(About this task): Read the data below line by line and state how many lines hold "Lindbergh". Nothing else belongs in the answer.

[Dataset entries]
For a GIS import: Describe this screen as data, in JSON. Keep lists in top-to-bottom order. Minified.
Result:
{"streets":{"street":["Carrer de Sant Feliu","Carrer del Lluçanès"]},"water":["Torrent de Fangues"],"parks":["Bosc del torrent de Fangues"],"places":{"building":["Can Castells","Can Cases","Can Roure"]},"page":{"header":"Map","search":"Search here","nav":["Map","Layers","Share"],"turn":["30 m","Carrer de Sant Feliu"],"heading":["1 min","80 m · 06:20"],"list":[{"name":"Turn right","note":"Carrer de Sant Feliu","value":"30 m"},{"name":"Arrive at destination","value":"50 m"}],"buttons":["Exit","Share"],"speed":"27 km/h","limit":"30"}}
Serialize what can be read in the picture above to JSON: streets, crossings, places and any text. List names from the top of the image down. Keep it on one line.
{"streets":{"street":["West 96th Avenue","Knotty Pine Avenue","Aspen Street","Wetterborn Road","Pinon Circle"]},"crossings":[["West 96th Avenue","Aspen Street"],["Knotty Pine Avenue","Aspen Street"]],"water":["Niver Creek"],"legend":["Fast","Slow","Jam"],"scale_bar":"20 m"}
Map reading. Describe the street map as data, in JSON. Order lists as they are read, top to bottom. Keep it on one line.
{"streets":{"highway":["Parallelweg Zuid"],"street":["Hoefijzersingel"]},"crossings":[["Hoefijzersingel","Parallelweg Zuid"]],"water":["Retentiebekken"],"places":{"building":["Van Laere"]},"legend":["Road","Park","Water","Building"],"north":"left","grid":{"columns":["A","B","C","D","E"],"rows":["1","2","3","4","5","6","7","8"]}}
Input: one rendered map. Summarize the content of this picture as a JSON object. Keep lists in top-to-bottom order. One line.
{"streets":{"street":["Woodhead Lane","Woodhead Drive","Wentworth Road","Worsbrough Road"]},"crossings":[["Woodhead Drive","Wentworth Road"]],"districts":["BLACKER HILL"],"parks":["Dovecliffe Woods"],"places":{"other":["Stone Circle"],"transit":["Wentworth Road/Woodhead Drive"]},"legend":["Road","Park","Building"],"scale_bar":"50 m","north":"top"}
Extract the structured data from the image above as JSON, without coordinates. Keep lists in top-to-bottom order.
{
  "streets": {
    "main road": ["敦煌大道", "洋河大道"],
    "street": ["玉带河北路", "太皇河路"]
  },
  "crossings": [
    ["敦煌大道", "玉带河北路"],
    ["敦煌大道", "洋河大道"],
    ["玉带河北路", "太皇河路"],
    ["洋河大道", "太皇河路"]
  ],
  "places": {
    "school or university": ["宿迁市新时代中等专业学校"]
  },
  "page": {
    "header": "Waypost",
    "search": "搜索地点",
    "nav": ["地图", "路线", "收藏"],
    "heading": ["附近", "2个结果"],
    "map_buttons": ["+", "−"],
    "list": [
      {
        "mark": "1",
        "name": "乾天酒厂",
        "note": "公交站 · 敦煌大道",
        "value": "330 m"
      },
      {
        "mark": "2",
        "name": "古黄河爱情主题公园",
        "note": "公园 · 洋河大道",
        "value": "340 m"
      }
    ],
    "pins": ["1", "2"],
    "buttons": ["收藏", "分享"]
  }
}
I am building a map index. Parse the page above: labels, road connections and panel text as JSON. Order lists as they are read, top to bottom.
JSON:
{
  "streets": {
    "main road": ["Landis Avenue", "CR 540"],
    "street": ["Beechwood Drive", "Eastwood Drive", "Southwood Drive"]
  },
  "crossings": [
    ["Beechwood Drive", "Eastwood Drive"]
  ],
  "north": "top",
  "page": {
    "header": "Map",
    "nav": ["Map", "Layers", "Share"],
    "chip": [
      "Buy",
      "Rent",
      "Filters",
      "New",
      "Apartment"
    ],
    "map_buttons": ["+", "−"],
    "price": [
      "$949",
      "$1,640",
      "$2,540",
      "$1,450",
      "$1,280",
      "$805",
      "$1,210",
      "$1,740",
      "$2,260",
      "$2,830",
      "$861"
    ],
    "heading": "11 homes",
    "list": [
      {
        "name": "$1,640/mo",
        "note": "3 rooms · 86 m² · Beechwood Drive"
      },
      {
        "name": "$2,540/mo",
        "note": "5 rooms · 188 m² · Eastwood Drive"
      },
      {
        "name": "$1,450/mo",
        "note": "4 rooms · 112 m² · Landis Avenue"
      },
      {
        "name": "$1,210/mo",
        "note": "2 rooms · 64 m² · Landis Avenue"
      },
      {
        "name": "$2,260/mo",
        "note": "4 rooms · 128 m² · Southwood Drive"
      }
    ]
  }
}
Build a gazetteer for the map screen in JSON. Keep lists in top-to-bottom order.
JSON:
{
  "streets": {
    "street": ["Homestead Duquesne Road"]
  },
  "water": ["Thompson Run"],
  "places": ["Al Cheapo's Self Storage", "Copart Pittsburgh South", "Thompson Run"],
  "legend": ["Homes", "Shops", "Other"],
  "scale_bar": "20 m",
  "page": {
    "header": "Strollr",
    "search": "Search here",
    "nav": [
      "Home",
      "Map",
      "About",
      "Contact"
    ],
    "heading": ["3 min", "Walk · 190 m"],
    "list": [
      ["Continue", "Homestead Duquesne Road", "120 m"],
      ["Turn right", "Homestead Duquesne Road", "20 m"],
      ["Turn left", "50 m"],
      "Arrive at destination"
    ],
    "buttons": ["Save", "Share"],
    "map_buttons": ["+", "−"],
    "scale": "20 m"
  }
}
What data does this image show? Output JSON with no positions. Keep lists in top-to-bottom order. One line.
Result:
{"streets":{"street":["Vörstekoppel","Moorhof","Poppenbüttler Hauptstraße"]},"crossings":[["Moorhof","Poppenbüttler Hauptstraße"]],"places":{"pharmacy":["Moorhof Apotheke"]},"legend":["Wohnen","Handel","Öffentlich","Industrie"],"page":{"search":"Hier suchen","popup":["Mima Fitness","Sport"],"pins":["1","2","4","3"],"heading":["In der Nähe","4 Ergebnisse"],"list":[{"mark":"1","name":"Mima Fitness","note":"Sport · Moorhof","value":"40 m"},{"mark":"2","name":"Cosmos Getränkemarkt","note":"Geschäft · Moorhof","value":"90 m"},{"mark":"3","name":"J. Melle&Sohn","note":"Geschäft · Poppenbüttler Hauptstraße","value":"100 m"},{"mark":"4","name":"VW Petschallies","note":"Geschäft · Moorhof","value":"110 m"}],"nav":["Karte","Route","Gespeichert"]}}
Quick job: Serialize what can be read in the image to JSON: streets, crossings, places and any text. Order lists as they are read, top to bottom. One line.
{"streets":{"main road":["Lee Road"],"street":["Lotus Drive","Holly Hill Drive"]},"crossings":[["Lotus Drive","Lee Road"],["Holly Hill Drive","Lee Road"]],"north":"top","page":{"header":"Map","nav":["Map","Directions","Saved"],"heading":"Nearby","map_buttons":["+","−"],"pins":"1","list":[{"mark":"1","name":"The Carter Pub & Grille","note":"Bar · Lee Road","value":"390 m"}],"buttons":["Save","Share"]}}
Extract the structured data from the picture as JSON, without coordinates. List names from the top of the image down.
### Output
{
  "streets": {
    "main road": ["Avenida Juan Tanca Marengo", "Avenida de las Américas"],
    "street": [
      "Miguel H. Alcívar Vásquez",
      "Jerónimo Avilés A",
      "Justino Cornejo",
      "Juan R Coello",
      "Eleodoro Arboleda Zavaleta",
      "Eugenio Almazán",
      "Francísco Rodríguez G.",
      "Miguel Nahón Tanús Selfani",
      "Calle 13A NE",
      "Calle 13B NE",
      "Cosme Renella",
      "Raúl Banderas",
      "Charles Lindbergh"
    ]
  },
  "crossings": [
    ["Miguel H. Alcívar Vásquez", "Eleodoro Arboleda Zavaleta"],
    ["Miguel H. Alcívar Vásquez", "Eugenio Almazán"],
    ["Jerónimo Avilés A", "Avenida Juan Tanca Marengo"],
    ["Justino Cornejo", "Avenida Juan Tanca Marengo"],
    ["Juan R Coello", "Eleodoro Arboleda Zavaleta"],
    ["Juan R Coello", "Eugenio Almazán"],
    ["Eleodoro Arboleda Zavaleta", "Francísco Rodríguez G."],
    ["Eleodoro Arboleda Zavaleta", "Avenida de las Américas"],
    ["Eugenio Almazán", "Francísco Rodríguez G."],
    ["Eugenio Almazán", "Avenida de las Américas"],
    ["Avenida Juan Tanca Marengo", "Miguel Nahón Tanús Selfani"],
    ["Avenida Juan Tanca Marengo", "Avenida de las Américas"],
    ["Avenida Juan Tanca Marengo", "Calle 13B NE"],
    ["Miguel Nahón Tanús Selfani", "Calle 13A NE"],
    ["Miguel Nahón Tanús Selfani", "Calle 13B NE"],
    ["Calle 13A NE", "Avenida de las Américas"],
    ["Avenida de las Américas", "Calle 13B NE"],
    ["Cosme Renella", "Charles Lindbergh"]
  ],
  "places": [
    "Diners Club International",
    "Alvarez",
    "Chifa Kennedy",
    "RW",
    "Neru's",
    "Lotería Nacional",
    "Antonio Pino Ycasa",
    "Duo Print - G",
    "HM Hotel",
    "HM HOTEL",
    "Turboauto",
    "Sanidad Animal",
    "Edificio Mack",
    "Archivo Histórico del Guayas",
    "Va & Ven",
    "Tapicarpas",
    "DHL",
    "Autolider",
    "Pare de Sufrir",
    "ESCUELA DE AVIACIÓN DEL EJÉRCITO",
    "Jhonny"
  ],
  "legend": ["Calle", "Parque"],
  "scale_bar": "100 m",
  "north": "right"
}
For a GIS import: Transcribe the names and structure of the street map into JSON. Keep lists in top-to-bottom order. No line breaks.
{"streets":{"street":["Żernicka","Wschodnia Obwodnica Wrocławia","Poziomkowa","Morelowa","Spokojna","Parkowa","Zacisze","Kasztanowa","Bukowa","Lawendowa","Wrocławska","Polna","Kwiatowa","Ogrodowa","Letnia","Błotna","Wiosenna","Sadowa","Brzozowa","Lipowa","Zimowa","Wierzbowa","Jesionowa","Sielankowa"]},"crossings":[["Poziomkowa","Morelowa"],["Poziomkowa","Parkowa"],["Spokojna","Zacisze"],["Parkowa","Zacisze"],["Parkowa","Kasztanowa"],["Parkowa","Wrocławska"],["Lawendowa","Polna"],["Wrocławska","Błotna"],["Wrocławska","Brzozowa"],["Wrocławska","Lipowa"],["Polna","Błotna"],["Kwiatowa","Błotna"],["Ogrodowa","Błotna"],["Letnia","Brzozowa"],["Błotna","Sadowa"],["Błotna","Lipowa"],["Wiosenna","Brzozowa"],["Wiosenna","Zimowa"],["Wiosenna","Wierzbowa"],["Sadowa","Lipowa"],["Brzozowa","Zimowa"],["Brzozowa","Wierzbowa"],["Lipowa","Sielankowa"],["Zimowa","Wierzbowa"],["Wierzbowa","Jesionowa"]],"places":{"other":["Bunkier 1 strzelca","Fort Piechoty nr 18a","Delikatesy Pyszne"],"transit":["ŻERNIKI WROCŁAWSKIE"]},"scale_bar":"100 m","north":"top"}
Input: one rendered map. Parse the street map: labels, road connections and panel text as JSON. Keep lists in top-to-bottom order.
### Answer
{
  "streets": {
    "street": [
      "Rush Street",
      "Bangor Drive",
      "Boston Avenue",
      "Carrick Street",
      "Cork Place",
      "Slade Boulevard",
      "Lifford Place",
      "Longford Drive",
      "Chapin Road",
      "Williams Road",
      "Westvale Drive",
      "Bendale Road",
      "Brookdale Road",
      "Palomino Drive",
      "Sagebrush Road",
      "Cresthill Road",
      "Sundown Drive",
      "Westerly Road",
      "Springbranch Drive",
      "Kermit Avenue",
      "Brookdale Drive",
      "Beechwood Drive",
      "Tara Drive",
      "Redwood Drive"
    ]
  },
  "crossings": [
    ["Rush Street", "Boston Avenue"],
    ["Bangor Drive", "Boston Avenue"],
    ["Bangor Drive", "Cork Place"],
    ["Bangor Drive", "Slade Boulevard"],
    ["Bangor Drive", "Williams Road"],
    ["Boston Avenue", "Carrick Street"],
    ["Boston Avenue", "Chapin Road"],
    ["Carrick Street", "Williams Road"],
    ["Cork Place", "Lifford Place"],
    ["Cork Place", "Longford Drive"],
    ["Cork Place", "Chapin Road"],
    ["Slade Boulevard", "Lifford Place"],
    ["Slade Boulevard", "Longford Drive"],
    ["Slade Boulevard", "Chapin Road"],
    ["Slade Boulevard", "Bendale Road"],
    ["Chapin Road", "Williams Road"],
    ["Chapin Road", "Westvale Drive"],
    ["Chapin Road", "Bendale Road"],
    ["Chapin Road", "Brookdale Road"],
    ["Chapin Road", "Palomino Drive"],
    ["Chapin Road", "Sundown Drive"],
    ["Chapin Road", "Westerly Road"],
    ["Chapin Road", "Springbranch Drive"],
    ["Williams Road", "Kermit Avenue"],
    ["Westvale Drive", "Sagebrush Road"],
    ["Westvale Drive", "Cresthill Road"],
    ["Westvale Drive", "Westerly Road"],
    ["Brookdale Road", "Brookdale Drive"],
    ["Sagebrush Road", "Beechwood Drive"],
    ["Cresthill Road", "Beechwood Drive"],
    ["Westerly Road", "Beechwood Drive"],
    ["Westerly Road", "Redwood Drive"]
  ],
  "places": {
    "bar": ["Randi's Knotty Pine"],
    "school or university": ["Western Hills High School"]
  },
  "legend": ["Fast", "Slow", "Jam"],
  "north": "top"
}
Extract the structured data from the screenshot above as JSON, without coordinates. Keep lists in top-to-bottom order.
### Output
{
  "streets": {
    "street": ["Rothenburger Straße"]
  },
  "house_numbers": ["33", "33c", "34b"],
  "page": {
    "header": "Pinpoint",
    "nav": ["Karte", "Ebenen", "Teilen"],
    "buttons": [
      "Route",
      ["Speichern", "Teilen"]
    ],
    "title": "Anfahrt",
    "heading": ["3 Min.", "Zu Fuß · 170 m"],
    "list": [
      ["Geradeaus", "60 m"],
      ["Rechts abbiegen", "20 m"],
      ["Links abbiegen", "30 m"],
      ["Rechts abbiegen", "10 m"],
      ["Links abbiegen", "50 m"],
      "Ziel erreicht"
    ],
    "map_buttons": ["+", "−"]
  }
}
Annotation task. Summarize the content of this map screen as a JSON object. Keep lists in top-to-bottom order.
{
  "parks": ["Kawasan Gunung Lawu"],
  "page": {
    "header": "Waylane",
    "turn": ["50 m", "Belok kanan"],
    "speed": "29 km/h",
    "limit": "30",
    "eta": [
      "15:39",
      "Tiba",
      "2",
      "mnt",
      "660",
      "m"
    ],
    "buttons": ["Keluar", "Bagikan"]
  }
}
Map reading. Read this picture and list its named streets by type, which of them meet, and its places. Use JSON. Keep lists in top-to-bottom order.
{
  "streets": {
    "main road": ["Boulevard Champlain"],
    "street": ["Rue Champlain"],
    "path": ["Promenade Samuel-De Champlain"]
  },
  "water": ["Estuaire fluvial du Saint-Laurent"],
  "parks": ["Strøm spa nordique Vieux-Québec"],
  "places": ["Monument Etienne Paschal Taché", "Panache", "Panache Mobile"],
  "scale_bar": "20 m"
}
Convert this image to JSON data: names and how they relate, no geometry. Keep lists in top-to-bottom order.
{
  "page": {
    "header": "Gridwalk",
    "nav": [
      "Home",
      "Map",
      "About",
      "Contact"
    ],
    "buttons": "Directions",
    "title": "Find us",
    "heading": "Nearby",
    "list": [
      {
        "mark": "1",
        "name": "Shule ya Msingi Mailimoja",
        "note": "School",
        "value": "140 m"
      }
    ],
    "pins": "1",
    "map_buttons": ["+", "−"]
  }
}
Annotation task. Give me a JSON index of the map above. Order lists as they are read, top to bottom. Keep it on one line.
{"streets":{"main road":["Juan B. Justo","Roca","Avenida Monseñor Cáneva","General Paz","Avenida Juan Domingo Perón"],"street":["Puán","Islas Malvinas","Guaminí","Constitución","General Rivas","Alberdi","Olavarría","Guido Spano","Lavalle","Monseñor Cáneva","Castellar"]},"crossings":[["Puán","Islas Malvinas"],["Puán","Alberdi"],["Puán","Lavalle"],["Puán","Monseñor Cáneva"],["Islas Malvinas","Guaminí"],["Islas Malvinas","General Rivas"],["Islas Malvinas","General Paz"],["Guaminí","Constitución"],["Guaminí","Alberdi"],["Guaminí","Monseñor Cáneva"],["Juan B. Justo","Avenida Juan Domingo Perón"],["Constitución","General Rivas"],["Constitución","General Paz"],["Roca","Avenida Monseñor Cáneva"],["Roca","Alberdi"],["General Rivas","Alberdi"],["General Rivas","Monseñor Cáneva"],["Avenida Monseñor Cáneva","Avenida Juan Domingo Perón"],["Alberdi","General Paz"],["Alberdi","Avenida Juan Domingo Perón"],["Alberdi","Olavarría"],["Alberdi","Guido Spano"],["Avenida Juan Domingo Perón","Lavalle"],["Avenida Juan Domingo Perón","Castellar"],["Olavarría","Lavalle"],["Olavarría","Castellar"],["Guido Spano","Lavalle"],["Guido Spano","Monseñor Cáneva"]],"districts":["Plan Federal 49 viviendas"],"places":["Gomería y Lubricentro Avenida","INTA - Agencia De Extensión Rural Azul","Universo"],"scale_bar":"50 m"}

(Exercise result): 2